Pakistan’s ISI suspected of funding attack on CIA outpost: Documents

Newly classified cables by the US State Department accuse Pakistan's ISI of funding a 2009 terror attack on CIA officers in Afghanistan.

Pakistan’s intelligence agency may have provided terror groups with the necessary funds to carry out a deadly attack on a US Central Intelligence Agency (CIA) base in Afghanistan, newly declassified US State Department cables allege.

The heavily redacted cable, which was released by The National Security Archive at George Washington University on Wednesday, was sent about two weeks after the attack on December 30, 2009, and details an alleged meeting between operatives from the al-Qaeda affiliate Haqqani network and a number of unidentified officers with Pakistan’s Inter-Services Intelligence (ISI).

The US document states that according to “not finally evaluated intelligence” the ISI had given the terror network $200,000 to “enable” the attack on Forward Operating Base Chapman in Afghanistan’s Khost province.

Seven CIA officers and a Jordanian intelligence operative were killed during the attack that was carried out by a double agent, a Jordanian named Hammam Khalil Mohammed.

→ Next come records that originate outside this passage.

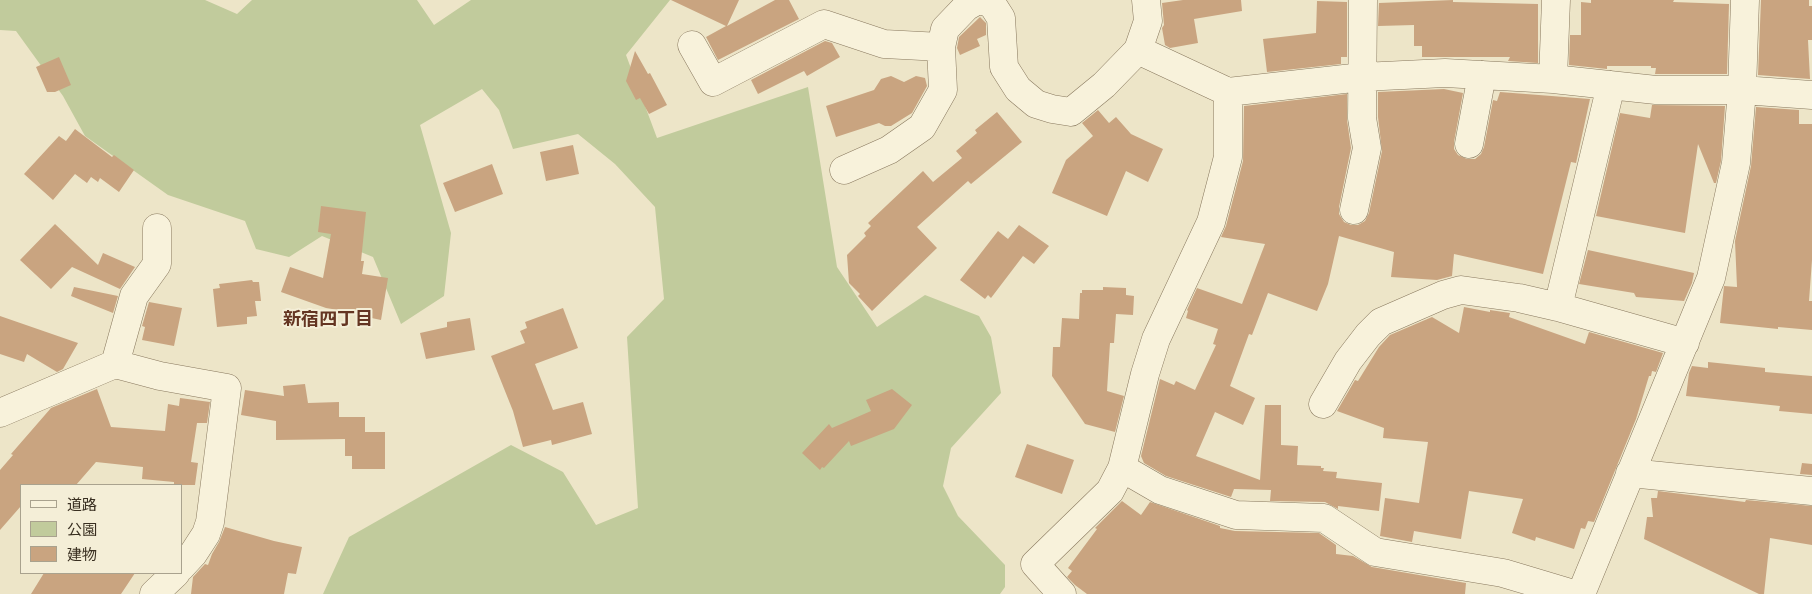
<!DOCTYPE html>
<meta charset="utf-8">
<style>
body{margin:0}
#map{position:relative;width:1812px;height:594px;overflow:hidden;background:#ede5c8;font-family:Merriweather,"Noto Sans JP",serif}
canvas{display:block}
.legend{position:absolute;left:20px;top:484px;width:162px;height:90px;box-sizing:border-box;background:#f4eed7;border:1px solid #a9a28e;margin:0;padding:6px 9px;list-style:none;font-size:15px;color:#392f21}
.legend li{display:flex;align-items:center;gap:10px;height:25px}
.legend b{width:25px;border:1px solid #a9a28e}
</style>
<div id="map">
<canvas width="1812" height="594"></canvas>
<ul class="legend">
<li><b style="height:6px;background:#f8f2db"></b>道路</li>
<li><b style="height:14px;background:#c1cb9c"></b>公園</li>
<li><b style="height:14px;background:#c9a480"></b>建物</li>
</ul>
</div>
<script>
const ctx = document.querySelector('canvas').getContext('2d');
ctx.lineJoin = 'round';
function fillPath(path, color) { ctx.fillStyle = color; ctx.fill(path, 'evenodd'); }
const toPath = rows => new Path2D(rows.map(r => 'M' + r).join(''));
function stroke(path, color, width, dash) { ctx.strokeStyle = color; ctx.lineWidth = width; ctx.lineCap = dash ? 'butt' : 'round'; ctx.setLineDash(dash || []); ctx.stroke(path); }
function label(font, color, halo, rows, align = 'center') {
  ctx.font = font + ' Merriweather,"Noto Sans JP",serif'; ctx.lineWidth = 4; ctx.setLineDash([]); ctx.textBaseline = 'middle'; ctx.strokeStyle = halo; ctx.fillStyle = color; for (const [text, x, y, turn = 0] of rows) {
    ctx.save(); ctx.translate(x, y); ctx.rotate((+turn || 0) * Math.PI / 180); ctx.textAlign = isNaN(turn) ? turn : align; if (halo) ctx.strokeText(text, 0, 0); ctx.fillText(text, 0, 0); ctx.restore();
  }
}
const green = toPath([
 [0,0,205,0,237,14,252,0,417,0,434,25,471,0,670,0,626,55,657,138,808,87,837,267,877,327,925,295,979,316,991,337,1001,393,951,448,943,486,958,516,1005,565,1005,587,1000,594,323,594,349,537,511,445,563,472,596,525,638,508,627,337,664,299,655,207,615,164,578,134,513,149,499,110,482,89,420,125,451,233,444,296,401,324,373,257,322,236,289,257,256,249,245,221,168,195,85,136,63,96,16,31,0,30]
]);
const building = toPath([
 [671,0,739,0,727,26,775,0,789,0,799,19,718,60,706,37,726,26],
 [1183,0,1241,0,1242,11,1194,19,1198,43,1170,48,1165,45,1162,28,1164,25,1162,3],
 [1453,0,1453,2,1538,4,1538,63,1508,61,1510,57,1422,57,1422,46,1414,46,1414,25,1378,26,1379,3],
 [1591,0,1674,0,1673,2,1729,4,1727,74,1655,74,1656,68,1651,68,1651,66,1607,66,1607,69,1569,65,1570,35,1581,35,1581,2,1591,3],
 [1761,0,1809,0,1809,6,1812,6,1812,40,1808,40,1810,79,1758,75],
 [1317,1,1347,2,1347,57,1341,57,1341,64,1267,72,1263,39,1316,33],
 [980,17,986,23,986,35,977,39,980,46,960,55,957,48,959,37],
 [825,41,832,43,840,57,807,76,804,71,758,94,751,80],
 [635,51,648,74,650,73,667,105,649,114,640,98,636,100,626,81],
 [59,57,71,85,55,92,47,92,36,67],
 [891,76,904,82,916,76,925,78,927,86,912,113,891,126,885,126,879,123,836,137,826,106,874,90,881,79],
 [1444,89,1463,93,1454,142,1454,149,1458,155,1467,159,1475,159,1481,154,1484,147,1493,100,1497,101,1500,92,1590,99,1576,163,1571,162,1543,274,1454,254,1452,276,1437,280,1391,277,1394,252,1339,236,1328,284,1317,311,1268,293,1252,335,1249,334,1230,386,1255,398,1243,425,1215,412,1196,456,1260,480,1265,405,1281,405,1281,445,1298,446,1297,465,1321,466,1321,468,1324,468,1323,471,1337,472,1336,478,1382,483,1379,511,1338,506,1338,509,1325,502,1270,501,1271,490,1234,489,1231,497,1166,476,1144,463,1141,456,1160,379,1174,385,1176,381,1195,390,1216,345,1213,344,1218,329,1186,318,1188,311,1187,310,1197,288,1242,304,1265,244,1221,237,1226,226,1243,161,1244,106,1347,94,1347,120,1351,148,1339,207,1339,214,1344,222,1351,225,1358,225,1365,221,1369,213,1382,151,1378,117,1378,92],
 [1652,105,1725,106,1721,161,1716,183,1714,183,1698,144,1685,233,1596,216,1620,113,1650,118],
 [1756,107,1799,110,1799,124,1812,124,1812,260,1809,301,1812,301,1812,330,1778,327,1778,329,1720,323,1724,286,1737,287,1735,241,1751,166],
 [1098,110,1109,123,1116,117,1131,134,1163,149,1148,182,1126,171,1107,216,1052,193,1066,160,1093,136,1082,123],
 [997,112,1022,142,971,184,968,181,917,227,937,248,872,311,858,296,860,294,849,283,847,255,866,236,864,233,871,226,868,223,923,171,933,182,962,158,956,151,977,133,975,130],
 [75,129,112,157,114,155,134,170,119,192,100,178,98,182,91,177,87,183,75,174,53,200,24,174,59,136,66,141],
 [573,145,579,174,546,181,540,152],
 [492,164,503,194,455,212,443,183],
 [321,206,366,212,361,261,364,261,362,274,388,278,381,320,362,316,362,314,326,308,281,292,290,267,323,278,331,234,318,232],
 [55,224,98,265,103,253,135,267,120,289,72,267,51,289,20,260],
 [1019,225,1049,246,1034,264,1023,256,991,298,988,295,985,299,960,280,998,231,1008,239],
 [1588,250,1694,273,1692,283,1684,301,1636,297,1634,293,1579,284],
 [252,280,253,282,259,282,261,301,255,301,257,316,247,317,247,324,217,327,213,289,220,288,219,284],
 [74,287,118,296,113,313,71,296],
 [1103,287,1126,288,1126,295,1134,296,1133,315,1116,314,1114,343,1110,343,1107,391,1124,396,1115,432,1085,424,1052,376,1053,347,1060,347,1062,318,1079,319,1080,293,1082,293,1082,290,1103,290],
 [149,302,182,308,174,346,142,340,145,327,142,326],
 [1464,307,1490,312,1490,310,1510,313,1509,317,1585,344,1589,332,1663,353,1656,372,1652,371,1651,376,1649,376,1636,419,1594,522,1588,521,1585,529,1581,528,1574,549,1536,537,1535,541,1512,533,1523,499,1469,491,1461,539,1414,531,1412,542,1380,536,1385,498,1419,503,1428,442,1383,438,1384,428,1337,411,1355,380,1358,381,1379,347,1390,335,1432,317,1459,333],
 [563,308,578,348,535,364,553,410,583,402,592,434,552,445,551,440,523,447,513,411,491,356,525,343,520,331,527,328,525,322],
 [0,316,78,343,63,369,57,372,27,354,24,362,0,354],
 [470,318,475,350,426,359,420,333,447,327,447,322],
 [1708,362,1765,368,1765,372,1812,376,1812,414,1779,411,1780,406,1686,396,1689,373,1692,366,1708,368],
 [305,384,308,403,339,402,339,417,365,417,365,432,385,432,385,469,352,469,352,456,345,456,345,439,276,440,276,421,241,415,245,390,284,396,283,386],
 [97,389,111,427,165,431,168,404,179,406,180,398,210,402,207,423,197,423,191,462,198,463,195,485,174,485,174,482,142,479,143,467,96,462,76,485,21,485,21,506,0,530,0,470,13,455,11,454,51,408],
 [892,389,912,405,894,429,851,446,849,441,824,468,822,467,820,470,802,453,829,424,832,428,871,411,866,400],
 [1027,444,1074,460,1062,494,1015,477],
 [1802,463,1812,464,1812,475,1800,474],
 [1658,491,1745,502,1746,500,1812,506,1812,545,1770,538,1764,594,1759,594,1644,539,1647,517,1653,517,1651,498,1657,498],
 [1122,501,1141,515,1150,502,1220,526,1220,528,1235,531,1319,533,1336,545,1336,554,1353,556,1372,567,1466,583,1465,594,1087,594,1075,585,1067,577,1072,571,1068,568,1097,529,1095,528],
 [225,527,274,541,302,547,296,574,288,573,284,594,191,594,193,577,205,564,208,565,212,554,219,542],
 [44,573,135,573,121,594,31,594]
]);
const minor = toPath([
 [980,0,992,4,1001,18,1004,67,1018,89,1036,104,1052,109,1071,112,1104,85,1138,50,1148,21,1146,0],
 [692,45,713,82,824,24,884,44,941,47],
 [1138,50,1228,92,1362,77,1445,73,1553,79,1656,90,1742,90,1812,95],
 [1553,79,1556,0],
 [1469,144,1482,75],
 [844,170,889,150,922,127,943,90,941,47,945,29,966,7,978,0],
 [1354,210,1367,148,1362,118,1363,0],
 [1558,307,1685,343],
 [115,364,134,296,157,264,157,228],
 [1323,404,1348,361,1368,335,1381,322,1443,295,1461,290,1519,298,1558,307,1611,85],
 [0,413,115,364,160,376,227,388,210,522,206,534,193,554,181,567],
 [1122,468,1160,490,1236,515,1324,518,1375,552,1503,573,1573,594],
 [1630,473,1812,491],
 [154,594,176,573],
 [1062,594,1035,564,1110,491,1122,468,1145,374,1156,339,1211,222,1228,157,1228,92],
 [1581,594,1711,278,1736,163,1742,90,1745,0]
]);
const neighbourhoodNames = [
 ["新宿四丁目",328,320]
];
fillPath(green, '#c1cb9c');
fillPath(building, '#c9a480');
stroke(minor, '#88785e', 29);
stroke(minor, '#f8f2db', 28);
label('bold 18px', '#643522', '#f4eed7', neighbourhoodNames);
</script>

He was reportedly invited to the base to help the American spy agency track down senior al Qaeda operatives.

The CIA refused to answer questions about the report’s veracity, or whether there is stronger intelligence that concretely holds the ISI responsible for funding the Chapman bombing.

Another State Department cable that was also released on Wednesday under a Freedom of Information Act request stated that the Haqqani network’s leaders were holding monthly meetings with the ISI in the capital city of Islamabad as of late December 2009.

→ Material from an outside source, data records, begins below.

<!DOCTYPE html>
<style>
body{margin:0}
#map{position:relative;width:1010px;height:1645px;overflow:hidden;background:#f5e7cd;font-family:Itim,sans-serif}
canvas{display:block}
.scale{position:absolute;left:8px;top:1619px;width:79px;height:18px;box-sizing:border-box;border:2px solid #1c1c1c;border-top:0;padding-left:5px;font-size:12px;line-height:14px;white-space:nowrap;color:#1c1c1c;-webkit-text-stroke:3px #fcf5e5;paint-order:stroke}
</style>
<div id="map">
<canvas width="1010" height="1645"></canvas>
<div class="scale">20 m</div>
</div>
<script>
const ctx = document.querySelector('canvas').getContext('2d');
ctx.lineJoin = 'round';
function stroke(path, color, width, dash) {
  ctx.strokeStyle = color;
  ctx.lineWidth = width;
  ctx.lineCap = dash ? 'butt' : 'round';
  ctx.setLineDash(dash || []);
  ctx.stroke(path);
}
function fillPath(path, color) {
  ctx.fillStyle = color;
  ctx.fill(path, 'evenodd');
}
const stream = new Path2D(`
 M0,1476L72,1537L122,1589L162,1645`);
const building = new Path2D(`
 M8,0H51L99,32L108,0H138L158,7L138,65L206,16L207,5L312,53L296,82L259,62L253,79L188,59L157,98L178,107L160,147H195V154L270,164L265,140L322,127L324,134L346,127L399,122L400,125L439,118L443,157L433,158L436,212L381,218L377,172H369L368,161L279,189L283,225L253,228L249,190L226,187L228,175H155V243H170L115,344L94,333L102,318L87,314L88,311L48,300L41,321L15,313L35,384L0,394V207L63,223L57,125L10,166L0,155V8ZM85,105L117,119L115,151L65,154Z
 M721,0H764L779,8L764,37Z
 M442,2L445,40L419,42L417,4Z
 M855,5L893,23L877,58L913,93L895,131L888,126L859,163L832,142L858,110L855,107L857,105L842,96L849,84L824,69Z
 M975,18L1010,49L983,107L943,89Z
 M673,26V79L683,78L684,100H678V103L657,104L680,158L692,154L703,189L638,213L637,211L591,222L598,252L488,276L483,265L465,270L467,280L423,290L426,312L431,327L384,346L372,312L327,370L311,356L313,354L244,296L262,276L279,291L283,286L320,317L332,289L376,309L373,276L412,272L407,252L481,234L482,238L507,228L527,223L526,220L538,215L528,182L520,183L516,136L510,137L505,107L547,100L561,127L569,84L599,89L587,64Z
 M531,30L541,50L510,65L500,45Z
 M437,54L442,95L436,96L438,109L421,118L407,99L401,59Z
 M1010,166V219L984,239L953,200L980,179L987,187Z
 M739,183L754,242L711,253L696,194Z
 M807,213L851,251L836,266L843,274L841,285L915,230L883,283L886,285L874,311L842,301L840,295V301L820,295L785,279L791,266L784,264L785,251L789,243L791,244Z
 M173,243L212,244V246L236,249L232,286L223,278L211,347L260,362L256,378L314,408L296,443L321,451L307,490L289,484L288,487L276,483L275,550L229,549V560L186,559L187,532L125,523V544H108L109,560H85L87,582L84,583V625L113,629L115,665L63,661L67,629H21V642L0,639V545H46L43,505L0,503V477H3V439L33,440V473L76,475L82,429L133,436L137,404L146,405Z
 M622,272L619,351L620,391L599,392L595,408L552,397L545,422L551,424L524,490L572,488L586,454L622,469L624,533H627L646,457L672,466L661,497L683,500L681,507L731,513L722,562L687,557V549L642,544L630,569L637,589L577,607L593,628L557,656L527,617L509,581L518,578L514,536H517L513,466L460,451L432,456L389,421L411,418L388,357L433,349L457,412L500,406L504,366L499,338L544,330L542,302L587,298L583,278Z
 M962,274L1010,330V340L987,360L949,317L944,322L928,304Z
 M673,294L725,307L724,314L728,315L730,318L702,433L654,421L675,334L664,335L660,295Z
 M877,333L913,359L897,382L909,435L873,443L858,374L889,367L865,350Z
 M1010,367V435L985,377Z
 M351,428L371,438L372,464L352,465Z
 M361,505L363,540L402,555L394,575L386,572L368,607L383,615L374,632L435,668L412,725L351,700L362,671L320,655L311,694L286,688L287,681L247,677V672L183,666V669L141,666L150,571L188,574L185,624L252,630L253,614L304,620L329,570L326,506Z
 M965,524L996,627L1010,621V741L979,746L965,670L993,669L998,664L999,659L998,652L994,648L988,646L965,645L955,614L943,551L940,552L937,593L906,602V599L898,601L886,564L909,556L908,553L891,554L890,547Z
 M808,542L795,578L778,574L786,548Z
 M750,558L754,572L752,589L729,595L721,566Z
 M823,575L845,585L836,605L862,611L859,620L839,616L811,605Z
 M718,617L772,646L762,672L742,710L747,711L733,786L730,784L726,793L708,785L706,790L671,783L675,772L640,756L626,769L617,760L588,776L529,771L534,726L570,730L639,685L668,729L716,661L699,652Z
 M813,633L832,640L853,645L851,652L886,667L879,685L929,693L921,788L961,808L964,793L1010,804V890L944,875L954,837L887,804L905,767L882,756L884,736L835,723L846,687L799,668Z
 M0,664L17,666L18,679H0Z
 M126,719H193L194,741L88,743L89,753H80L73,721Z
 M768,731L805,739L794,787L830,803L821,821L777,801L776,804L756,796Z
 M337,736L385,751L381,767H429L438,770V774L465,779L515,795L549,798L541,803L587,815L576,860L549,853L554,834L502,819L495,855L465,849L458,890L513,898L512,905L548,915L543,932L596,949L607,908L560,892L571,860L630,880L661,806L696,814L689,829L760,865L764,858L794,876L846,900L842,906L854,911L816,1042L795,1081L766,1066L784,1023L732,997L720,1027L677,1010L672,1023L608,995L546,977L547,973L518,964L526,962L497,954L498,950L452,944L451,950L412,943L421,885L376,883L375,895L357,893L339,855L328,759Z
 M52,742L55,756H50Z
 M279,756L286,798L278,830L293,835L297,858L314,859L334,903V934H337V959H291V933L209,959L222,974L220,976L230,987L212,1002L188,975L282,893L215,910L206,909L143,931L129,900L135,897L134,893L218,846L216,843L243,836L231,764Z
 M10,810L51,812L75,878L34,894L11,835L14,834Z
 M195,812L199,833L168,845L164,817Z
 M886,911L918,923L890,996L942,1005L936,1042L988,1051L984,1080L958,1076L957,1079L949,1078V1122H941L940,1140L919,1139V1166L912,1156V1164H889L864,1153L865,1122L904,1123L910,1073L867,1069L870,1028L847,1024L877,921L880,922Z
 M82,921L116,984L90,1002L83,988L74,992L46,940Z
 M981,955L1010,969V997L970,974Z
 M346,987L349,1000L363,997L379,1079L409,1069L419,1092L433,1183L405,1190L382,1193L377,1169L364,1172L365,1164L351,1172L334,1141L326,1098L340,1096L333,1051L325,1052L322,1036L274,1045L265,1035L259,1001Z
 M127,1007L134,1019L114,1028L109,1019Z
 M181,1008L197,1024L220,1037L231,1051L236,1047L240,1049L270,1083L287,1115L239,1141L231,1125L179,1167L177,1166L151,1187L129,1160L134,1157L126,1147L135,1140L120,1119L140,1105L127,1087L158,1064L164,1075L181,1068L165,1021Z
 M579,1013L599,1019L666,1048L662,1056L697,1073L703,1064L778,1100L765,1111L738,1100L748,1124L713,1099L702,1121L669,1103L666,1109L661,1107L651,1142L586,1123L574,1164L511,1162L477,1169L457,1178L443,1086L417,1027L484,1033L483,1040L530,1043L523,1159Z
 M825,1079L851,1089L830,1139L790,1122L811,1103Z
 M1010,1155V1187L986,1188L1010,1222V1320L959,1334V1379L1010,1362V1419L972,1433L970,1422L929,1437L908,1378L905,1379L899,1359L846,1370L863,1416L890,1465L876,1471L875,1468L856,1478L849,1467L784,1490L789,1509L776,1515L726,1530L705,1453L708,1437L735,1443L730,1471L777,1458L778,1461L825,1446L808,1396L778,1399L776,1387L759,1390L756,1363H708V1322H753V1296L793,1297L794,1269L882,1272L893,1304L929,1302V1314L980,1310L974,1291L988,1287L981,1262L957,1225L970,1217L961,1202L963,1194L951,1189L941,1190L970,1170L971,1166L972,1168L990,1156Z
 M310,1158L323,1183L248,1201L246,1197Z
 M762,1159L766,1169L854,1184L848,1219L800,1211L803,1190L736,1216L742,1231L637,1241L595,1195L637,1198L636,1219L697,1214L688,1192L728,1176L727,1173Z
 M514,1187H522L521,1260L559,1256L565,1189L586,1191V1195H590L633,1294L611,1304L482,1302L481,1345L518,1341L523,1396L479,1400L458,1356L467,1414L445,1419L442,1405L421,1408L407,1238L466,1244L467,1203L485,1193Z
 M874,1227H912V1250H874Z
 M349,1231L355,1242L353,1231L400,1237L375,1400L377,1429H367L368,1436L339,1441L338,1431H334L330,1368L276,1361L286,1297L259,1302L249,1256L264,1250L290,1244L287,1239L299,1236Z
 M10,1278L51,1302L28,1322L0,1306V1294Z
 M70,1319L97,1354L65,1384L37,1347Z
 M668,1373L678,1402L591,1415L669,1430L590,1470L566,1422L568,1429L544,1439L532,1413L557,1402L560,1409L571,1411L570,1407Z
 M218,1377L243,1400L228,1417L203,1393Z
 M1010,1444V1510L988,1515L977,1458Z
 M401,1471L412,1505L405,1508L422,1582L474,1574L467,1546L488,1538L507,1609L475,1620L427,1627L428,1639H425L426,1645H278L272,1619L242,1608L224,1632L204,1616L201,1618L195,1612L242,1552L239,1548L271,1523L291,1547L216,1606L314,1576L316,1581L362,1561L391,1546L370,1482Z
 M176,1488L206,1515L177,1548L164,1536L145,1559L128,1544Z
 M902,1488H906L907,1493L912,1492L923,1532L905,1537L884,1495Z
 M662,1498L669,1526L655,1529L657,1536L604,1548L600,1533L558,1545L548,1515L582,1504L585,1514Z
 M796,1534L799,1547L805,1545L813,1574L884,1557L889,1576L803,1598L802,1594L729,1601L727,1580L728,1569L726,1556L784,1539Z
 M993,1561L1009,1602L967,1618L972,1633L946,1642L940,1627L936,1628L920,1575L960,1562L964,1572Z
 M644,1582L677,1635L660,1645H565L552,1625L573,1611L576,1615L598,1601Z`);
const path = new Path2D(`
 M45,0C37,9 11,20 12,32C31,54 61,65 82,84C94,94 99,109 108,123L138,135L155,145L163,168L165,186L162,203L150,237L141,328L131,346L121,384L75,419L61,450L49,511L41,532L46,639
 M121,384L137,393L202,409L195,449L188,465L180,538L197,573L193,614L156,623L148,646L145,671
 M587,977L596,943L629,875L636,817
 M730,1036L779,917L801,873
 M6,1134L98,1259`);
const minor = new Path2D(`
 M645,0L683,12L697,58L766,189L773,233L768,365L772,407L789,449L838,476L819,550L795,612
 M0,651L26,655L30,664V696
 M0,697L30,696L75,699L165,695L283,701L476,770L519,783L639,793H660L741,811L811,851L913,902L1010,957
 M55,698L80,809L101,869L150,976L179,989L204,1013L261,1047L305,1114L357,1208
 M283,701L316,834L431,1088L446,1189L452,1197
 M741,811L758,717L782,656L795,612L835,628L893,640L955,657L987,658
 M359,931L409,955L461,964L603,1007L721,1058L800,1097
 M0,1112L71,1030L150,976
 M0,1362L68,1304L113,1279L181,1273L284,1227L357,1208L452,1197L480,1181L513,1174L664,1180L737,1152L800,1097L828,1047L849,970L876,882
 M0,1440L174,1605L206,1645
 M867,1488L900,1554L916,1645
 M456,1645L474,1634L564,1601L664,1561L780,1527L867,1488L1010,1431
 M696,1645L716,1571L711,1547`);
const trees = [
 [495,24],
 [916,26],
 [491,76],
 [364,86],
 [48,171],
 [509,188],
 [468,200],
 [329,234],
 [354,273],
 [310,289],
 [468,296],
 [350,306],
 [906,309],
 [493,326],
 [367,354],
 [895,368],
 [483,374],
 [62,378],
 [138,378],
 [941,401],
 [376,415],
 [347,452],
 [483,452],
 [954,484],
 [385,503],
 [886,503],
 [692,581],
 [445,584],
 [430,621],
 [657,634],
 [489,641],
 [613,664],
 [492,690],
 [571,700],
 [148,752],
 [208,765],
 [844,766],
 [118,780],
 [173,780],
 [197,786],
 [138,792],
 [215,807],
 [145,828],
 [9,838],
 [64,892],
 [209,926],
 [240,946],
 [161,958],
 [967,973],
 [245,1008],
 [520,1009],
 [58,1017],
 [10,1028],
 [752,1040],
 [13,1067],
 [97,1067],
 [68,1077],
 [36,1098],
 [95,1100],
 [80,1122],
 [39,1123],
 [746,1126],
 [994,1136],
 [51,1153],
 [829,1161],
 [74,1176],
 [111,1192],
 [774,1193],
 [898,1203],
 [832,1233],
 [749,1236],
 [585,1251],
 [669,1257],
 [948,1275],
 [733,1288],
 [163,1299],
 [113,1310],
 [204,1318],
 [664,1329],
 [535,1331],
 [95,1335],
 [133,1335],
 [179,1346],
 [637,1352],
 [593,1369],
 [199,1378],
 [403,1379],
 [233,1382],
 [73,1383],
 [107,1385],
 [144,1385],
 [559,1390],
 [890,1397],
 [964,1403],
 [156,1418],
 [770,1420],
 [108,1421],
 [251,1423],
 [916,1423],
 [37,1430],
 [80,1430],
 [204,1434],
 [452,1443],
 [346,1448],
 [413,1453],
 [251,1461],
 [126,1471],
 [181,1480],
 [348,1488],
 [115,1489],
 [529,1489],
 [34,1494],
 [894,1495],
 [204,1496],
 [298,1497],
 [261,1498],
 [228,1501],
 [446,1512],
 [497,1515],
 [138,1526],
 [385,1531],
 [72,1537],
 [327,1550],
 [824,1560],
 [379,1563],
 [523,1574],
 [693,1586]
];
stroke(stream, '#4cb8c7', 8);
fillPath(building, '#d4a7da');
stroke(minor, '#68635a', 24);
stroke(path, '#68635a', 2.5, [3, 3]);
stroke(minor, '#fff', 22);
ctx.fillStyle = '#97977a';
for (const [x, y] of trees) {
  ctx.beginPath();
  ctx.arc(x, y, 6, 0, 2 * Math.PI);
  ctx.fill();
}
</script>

The unconfirmed allegations against Pakistan come in a time when according to a recent assessment by Islamabad, most of the Haqqani terrorist network has been obliterated by the country’s armed forces.

Sartaj Aziz, an adviser on national security and foreign affairs for Pakistani Prime Minister Nawaz Sharif, said in August of last year that most of the Haqqani network's base had been destroyed by an army operation that began in the North Waziristan tribal district.

The Haqqani network is allied with Taliban and al-Qaeda militants and has conducted many attacks against US targets, including the 2009 Camp Chapman bombing in eastern Afghanistan, which killed seven CIA agents.

Washington says future payments of hundreds of millions of dollars in military aid to Pakistan are contingent upon Islamabad’s eradication of the group.